The Oklahoma Senate considered a series of House bills on third reading and final passage during the session and recorded the following outcomes.
- HB 3016 (Sen. Hicks): A two-year pilot directing the Department of Education and Department of Health to provide vision screenings to kindergarten through third-grade students to identify convergence insufficiency disorders. A restore-title amendment was adopted and the bill passed 34–0; the Senate declared it an emergency measure.
- HB 2979 (Sen. Gollihar): Authorizes the Department of Transportation to establish school zones on portions of state highways at the request of local jurisdictions; restore-title amendment adopted; passed 41–0 and declared an emergency measure.
- HB 3062 (Sen. Gillespie): Defines retired municipal judges for firearm-carry qualification purposes (20 cumulative years and certification by the Oklahoma Municipal Judges Association); passed 40–4.
- HB 3315 (Sen. Daniels): Directs state regions to study whether some graduate-degree programs could be 90 credit hours and report to the governor; passed 38–6 and declared an emergency measure.
- HB 3530 (Sen. Coleman): Requires the ABLE Commission to receive requested financial records within 10 days when those records are off-site; passed 44–0.
- HB 3622 (Sen. Thompson): Creates a US decennial census revolving fund within the Department of Commerce; passed 32–11.
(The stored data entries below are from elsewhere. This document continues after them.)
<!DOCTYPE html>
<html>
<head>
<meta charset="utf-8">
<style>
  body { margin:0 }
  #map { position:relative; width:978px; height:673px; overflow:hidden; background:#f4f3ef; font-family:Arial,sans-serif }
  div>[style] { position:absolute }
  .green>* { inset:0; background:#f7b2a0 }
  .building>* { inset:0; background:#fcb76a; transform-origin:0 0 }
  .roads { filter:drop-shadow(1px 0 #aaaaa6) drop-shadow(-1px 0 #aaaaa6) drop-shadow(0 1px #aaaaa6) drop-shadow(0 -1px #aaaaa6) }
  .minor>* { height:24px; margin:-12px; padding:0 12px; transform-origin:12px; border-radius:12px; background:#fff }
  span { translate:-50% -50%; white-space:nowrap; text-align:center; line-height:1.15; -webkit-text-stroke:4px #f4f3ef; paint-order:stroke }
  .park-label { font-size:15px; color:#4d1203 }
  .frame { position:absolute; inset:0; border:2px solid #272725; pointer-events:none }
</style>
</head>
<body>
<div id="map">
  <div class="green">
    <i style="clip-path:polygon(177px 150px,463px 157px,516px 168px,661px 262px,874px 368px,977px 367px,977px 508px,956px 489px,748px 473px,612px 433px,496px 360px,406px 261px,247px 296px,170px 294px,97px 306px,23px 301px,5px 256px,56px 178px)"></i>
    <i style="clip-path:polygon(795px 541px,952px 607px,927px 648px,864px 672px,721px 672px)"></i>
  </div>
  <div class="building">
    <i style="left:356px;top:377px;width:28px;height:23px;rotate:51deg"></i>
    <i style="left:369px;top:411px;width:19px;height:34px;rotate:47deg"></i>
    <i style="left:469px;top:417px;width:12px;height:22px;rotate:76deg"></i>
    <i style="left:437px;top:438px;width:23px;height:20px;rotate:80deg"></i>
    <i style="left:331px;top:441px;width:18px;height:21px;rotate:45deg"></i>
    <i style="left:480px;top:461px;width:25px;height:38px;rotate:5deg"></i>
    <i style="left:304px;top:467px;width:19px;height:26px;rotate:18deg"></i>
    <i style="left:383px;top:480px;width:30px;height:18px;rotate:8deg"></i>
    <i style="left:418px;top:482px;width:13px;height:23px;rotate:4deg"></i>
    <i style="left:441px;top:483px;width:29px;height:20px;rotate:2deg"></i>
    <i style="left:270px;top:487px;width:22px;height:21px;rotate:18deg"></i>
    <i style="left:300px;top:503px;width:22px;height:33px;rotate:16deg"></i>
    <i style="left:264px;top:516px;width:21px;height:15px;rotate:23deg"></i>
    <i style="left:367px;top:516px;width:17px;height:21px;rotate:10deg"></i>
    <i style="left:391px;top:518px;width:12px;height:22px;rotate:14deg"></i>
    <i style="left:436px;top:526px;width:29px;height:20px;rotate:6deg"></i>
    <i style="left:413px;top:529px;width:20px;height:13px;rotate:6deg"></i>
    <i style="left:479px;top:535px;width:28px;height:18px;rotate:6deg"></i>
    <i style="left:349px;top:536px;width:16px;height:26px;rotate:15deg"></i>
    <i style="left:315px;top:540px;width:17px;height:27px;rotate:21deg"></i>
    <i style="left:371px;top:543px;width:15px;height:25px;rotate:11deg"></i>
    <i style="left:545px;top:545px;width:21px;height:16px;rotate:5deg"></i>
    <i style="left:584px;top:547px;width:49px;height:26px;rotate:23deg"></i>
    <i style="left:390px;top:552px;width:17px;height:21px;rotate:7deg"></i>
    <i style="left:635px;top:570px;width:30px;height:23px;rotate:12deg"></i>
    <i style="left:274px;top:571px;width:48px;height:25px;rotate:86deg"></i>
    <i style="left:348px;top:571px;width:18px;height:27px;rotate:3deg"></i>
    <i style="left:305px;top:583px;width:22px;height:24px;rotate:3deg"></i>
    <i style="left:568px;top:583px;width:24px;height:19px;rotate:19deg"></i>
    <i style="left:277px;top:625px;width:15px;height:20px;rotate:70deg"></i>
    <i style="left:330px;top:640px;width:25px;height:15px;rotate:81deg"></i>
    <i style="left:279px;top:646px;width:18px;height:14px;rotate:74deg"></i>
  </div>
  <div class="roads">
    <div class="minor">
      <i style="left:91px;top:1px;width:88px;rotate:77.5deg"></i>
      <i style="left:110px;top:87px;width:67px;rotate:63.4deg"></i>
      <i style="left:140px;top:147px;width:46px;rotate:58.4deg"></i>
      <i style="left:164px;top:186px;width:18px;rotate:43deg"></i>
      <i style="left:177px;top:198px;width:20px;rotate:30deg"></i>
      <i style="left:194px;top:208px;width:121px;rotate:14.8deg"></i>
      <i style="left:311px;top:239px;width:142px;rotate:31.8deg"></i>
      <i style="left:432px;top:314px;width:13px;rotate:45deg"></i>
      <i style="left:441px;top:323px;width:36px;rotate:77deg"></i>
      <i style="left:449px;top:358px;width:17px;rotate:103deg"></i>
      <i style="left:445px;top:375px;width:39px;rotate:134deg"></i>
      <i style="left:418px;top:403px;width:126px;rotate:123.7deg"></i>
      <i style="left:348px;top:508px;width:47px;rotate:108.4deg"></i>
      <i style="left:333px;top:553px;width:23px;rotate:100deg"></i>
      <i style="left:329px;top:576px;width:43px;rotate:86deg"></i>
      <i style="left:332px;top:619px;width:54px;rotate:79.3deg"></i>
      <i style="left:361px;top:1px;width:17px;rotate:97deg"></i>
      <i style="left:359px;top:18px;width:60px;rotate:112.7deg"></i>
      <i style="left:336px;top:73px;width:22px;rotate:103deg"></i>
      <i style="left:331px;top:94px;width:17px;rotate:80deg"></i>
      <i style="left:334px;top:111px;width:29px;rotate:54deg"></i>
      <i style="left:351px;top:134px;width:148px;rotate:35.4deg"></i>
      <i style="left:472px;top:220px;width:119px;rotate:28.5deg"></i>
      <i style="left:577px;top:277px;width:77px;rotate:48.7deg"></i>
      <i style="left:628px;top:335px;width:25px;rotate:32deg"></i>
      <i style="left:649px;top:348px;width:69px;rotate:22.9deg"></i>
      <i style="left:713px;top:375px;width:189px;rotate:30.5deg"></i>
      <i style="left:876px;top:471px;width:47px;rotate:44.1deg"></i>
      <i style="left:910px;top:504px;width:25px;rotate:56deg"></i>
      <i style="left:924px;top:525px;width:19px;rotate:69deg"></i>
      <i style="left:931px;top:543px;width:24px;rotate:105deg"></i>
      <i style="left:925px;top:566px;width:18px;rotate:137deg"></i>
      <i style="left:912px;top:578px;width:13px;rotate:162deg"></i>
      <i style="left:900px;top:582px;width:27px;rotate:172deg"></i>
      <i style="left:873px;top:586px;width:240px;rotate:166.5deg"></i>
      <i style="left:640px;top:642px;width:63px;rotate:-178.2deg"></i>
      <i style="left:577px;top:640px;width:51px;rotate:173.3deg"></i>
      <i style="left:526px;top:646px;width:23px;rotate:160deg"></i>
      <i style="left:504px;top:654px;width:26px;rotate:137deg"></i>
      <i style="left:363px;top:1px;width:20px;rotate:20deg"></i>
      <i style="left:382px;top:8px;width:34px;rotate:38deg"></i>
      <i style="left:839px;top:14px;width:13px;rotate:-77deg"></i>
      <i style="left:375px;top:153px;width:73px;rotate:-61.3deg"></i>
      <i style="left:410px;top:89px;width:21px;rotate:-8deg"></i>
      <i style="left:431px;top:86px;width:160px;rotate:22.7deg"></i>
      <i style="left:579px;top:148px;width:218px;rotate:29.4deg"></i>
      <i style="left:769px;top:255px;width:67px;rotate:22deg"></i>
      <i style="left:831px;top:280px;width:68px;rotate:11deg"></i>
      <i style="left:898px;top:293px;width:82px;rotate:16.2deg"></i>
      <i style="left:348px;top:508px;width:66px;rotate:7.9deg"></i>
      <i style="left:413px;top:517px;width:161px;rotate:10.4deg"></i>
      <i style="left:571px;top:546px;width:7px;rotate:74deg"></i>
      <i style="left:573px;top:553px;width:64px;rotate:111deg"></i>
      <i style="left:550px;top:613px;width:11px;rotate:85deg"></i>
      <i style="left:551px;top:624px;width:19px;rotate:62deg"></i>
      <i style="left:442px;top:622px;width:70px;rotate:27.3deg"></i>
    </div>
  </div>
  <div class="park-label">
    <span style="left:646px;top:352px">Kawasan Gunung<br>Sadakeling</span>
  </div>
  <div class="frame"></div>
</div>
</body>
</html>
- HB 3755 (Sen. Stanley): Codifies practices and establishes a financing mechanism so juvenile detention centers can ensure necessary medication for youth in their care; passed 43–0.
- HB 4266 (Sen. Fricks): An omnibus specialty license plate bill authorizing dozens of tags, including plates representing out-of-state universities that would require 100 pre-orders to go into production; questions were raised about administrative burden and precedent; the bill passed 25–19.
Clerk and presiding officers handled standard restore-title amendments on multiple measures and announced recorded roll-call tallies as the body concluded each vote. Several measures were advanced as emergency measures to take effect immediately.
The Senate also conducted ceremonial recognitions, an on-floor auction for charity, and multiple gallery introductions before adjourning until Monday, April 27 at 1:30 p.m.